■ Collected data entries
-- -- --

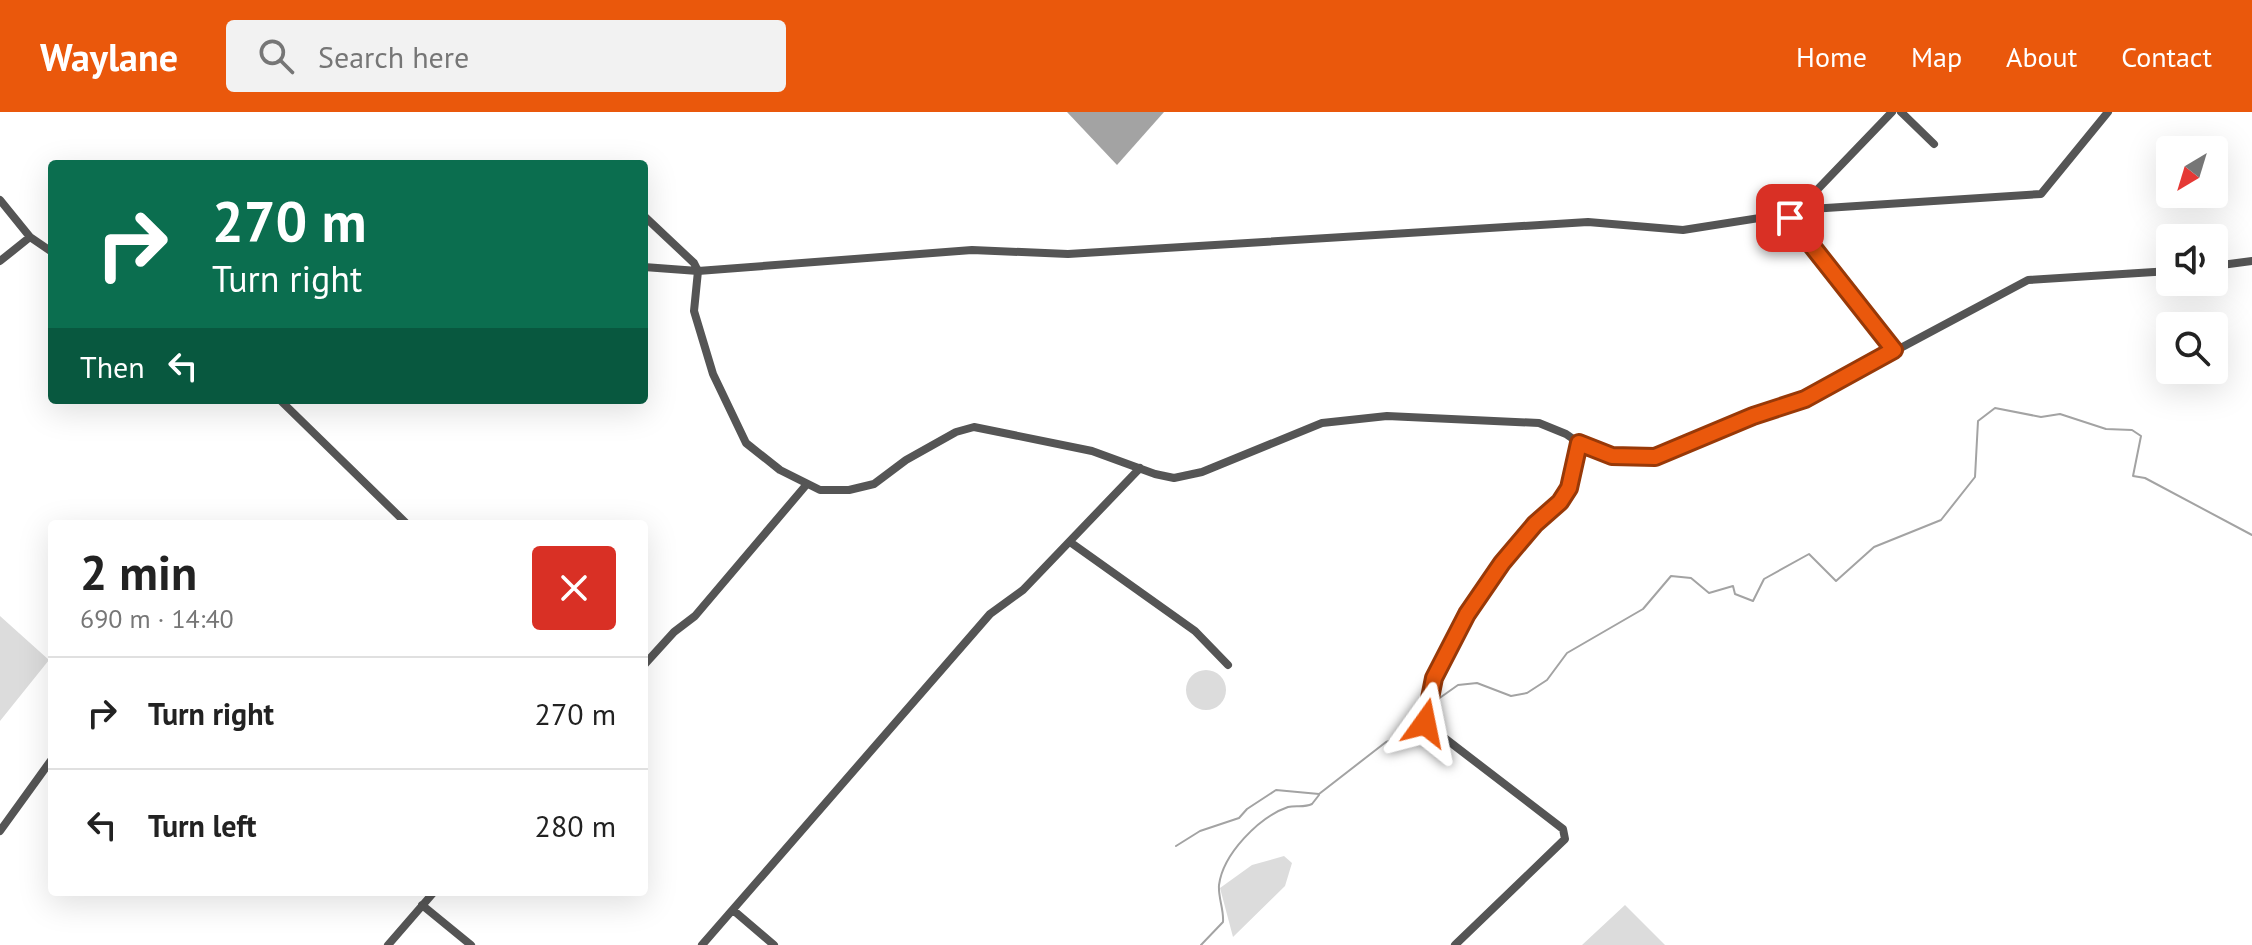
<!DOCTYPE html>
<meta charset="utf-8">
<style>
:root{--surface:#fff;--page:#f2f2f2;--text:#222;--muted:#767676;--line:#e0e0e0;--accent:#ea580c}
body{margin:0;font-family:"PT Sans",sans-serif;background:var(--page);color:var(--text);height:100vh;display:flex;flex-direction:column;font-size:30px;white-space:nowrap}
*{box-sizing:border-box;margin:0}
p{font-size:26px;color:var(--muted)}
.icon{flex:none;width:44px;height:44px;fill:none;stroke:currentColor;stroke-width:2;stroke-linecap:round;stroke-linejoin:round}
.map{position:relative;flex:1;overflow:hidden}
.sheet{position:absolute;left:48px;top:408px;width:600px;height:376px;display:flex;flex-direction:column;background:var(--surface);border-radius:8px;box-shadow:0 8px 32px #0002}
.sheet>*{flex:none}
.top-card{position:absolute;left:48px;top:48px;width:600px;height:244px;border-radius:8px;box-shadow:0 8px 32px #0002;background:#0b6e4f;color:#fff;overflow:hidden}
.needle{width:52px;rotate:218deg}
.tools{position:absolute;left:2156px;top:24px;display:grid;gap:16px}
.tools a{display:grid;place-items:center;width:72px;height:72px;border-radius:8px;background:var(--surface);box-shadow:0 8px 32px #0002;font-size:40px}
.pin{position:absolute;display:grid;place-items:center;width:68px;height:68px;color:#fff;margin:-34px;border-radius:16px;box-shadow:0 4px 12px #0006}
.me{position:absolute;width:88px;margin:-44px;rotate:12deg;stroke-linejoin:round;filter:drop-shadow(0 0 6px #0008)}
.turn{display:flex;align-items:center;gap:28px;height:168px;padding:0 32px;font-size:36px}
.turn .icon{width:104px;height:104px;stroke-width:2.5}
.turn b{display:block;font-size:56px;line-height:68px}
.then{display:flex;align-items:center;height:76px;padding:0 32px;background:#0003;gap:16px;font-size:30px}
.round{display:grid;place-items:center;flex:none;width:84px;height:84px;border-radius:8px;background:var(--page)}
.overview{display:flex;align-items:center;justify-content:space-between;height:136px;padding:0 32px}
h1{font-size:48px;font-weight:700;line-height:60px}
ul{padding:0;list-style:none}
li{display:flex;align-items:center;gap:24px;height:112px;padding:0 32px;border-top:2px solid var(--line)}
li div{flex:1}
li b{display:block;font-size:30px}
li em{font-style:normal}
header{display:flex;align-items:center;gap:48px;box-sizing:border-box;height:112px;padding:0 40px;background:var(--accent);color:#fff}
header strong{font-size:38px}
nav{display:flex;gap:44px;margin-inline-start:auto;font-size:28px}
.search{width:560px;height:72px;background:var(--page);display:flex;align-items:center;gap:20px;box-sizing:border-box;padding:0 28px;border-radius:8px;color:var(--muted);font-size:30px}
.map>svg:first-child{display:block}
.green{fill:#dcdcdc}
.water{fill:#a3a3a3}
.lines{fill:none;stroke-linecap:round;stroke-linejoin:round}
.stream{stroke:#a3a3a3;stroke-width:2}
.street{stroke:#555;stroke-width:8}
.route-casing{stroke:#983908;stroke-width:20}
.route{stroke:#ea580c;stroke-width:14}
</style>
<header>
<strong>Waylane</strong>
<div class="search"><svg class="icon" aria-label="search" viewBox="0 0 24 24"><circle cx="10" cy="10" r="6"/><path d="M15 15l6 6"/></svg>Search here</div>
<nav><a>Home</a><a>Map</a><a>About</a><a>Contact</a></nav>
</header>
<div class="map">
<svg width="2252" height="833" viewBox="0 0 2252 833">
<rect width="100%" height="100%" fill="#fff"/>
<path class="green" d="M 0,504 L 49,548 L 0,609 Z
M1186 578a20 20 0 1 1 40 0a20 20 0 1 1-40 0Z
M 1284,744 L 1292,751 L 1285,774 L 1233,825 L 1220,776 L 1252,753 Z
M 1625,793 L 1665,833 L 1582,833 Z"/>
<path class="water" d="M 1067,0 L 1164,0 L 1117,53 Z"/>
<g class="lines">
<path class="stream" d="M 1434,590 L 1458,573 L 1477,571 L 1511,584 L 1527,581 L 1547,568 L 1567,541 L 1643,497 L 1671,464 L 1691,466 L 1709,481 L 1733,474 L 1735,482 L 1753,489 L 1764,467 L 1809,442 L 1836,469 L 1874,435 L 1941,408 L 1975,365 L 1978,309 L 1995,296 L 2041,305 L 2060,302 L 2106,317 L 2132,318 L 2141,324 L 2133,364 L 2145,366 L 2252,423
M 1176,734 L 1200,719 L 1239,706 L 1247,697 L 1276,678 L 1319,682 L 1386,630 L 1405,623 L 1424,600
M 1201,833 L 1223,810 C 1224,797 1218,786 1219,773 C 1223,742 1259,705 1288,695 C 1296,693 1304,696 1312,692 L 1319,683"/>
<path class="street" d="M 1892,0 L 1790,106 L 1894,238
M 1901,0 L 1934,32
M 552,52 L 553,52
M 0,88 L 30,125 L 0,149
M 1795,98 L 2041,82 L 2108,0
M 644,104 L 694,151 L 698,159 L 972,138 L 1068,142 L 1588,110 L 1683,118 L 1785,102 L 1790,109
M 30,125 L 52,140
M 2214,154 L 2252,149
M 644,155 L 698,159 L 694,199 L 713,262 L 746,331 L 780,358 L 820,378 L 849,378 L 874,372 L 906,348 L 956,320 L 974,315 L 1092,339 L 1155,362 L 1174,366 L 1202,360 L 1322,311 L 1387,304 L 1539,311 L 1566,322 L 1579,331 L 1612,344 L 1655,345 L 1753,304 L 1805,287 L 2028,168 L 2170,159
M 280,288 L 407,412
M 1070,430 L 1195,519 L 1228,553
M 644,553 L 674,520 L 695,504 L 807,372
M 0,719 L 52,647
M 422,793 L 471,833
M 733,798 L 774,833
M 388,833 L 434,780
M 702,833 L 990,502 L 1023,478 L 1140,356
M 1455,833 L 1565,727 L 1563,717 L 1425,611 L 1434,566 L 1467,502 L 1502,451 L 1535,412 L 1560,390 L 1569,376 L 1579,331"/>
</g>
<g class="lines">
<g class="route-casing">
<path id="route" d="M 1425,611 L 1434,566 L 1467,502 L 1502,451 L 1535,412 L 1560,390 L 1569,376 L 1579,331 L 1612,344 L 1655,345 L 1753,304 L 1805,287 L 1894,238 L 1790,106"/>
</g>
<use href="#route" class="route"/>
</g>
</svg>
<div class="tools">
<a><svg class="needle" viewBox="-14 -14 28 28"><path d="M0-13l5 13h-10z" fill="#e53935"/><path d="M0 13l5-13h-10z" fill="#767676"/></svg></a>
<a><svg class="icon" aria-label="sound" viewBox="0 0 24 24"><path d="M4 9h4l5-4v14l-5-4H4zM17 9q2 3 0 6"/></svg></a>
<a><svg class="icon" aria-label="search" viewBox="0 0 24 24"><circle cx="10" cy="10" r="6"/><path d="M15 15l6 6"/></svg></a>
</div>
<div class="pin" style="left:1790px;top:106px;background:#d93025"><svg class="icon" aria-label="arrive" viewBox="0 0 24 24"><path d="M6 21V4h12l-3 4 3 4H6"/></svg></div>
<svg class="me" style="left:1425px;top:611px" viewBox="-20 -20 40 40"><path d="M0-17L14 15 0 8-14 15z" fill="#ea580c" stroke="#fff" stroke-width="4"/></svg>
<div class="top-card">
<div class="turn"><svg class="icon" aria-label="right" viewBox="0 0 24 24"><path d="M7 20v-9h11M14 6l5 5-5 5"/></svg><div><b>270 m</b>Turn right</div></div>
<div class="then">Then<svg class="icon" aria-label="left" viewBox="0 0 24 24"><path d="M17 20v-9H6M10 6l-5 5 5 5"/></svg></div>
</div>
<section class="sheet">
<div class="overview"><div><h1>2 min</h1><p>690 m · 14:40</p></div><a class="round" style="background:#d93025;color:#fff"><svg class="icon" aria-label="close" viewBox="0 0 24 24"><path d="M6 6l12 12M18 6L6 18"/></svg></a></div>
<ul>
<li><svg class="icon" aria-label="right" viewBox="0 0 24 24"><path d="M7 20v-9h11M14 6l5 5-5 5"/></svg><div><b>Turn right</b></div><em>270 m</em></li>
<li><svg class="icon" aria-label="left" viewBox="0 0 24 24"><path d="M17 20v-9H6M10 6l-5 5 5 5"/></svg><div><b>Turn left</b></div><em>280 m</em></li>
</ul>
</section>
</div>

-- -- --

■ Work instruction
Where a line of the entries above holds the word "hidden", return that line.

■ Output for this task
.map{position:relative;flex:1;overflow:hidden}
.top-card{position:absolute;left:48px;top:48px;width:600px;height:244px;border-radius:8px;box-shadow:0 8px 32px #0002;background:#0b6e4f;color:#fff;overflow:hidden}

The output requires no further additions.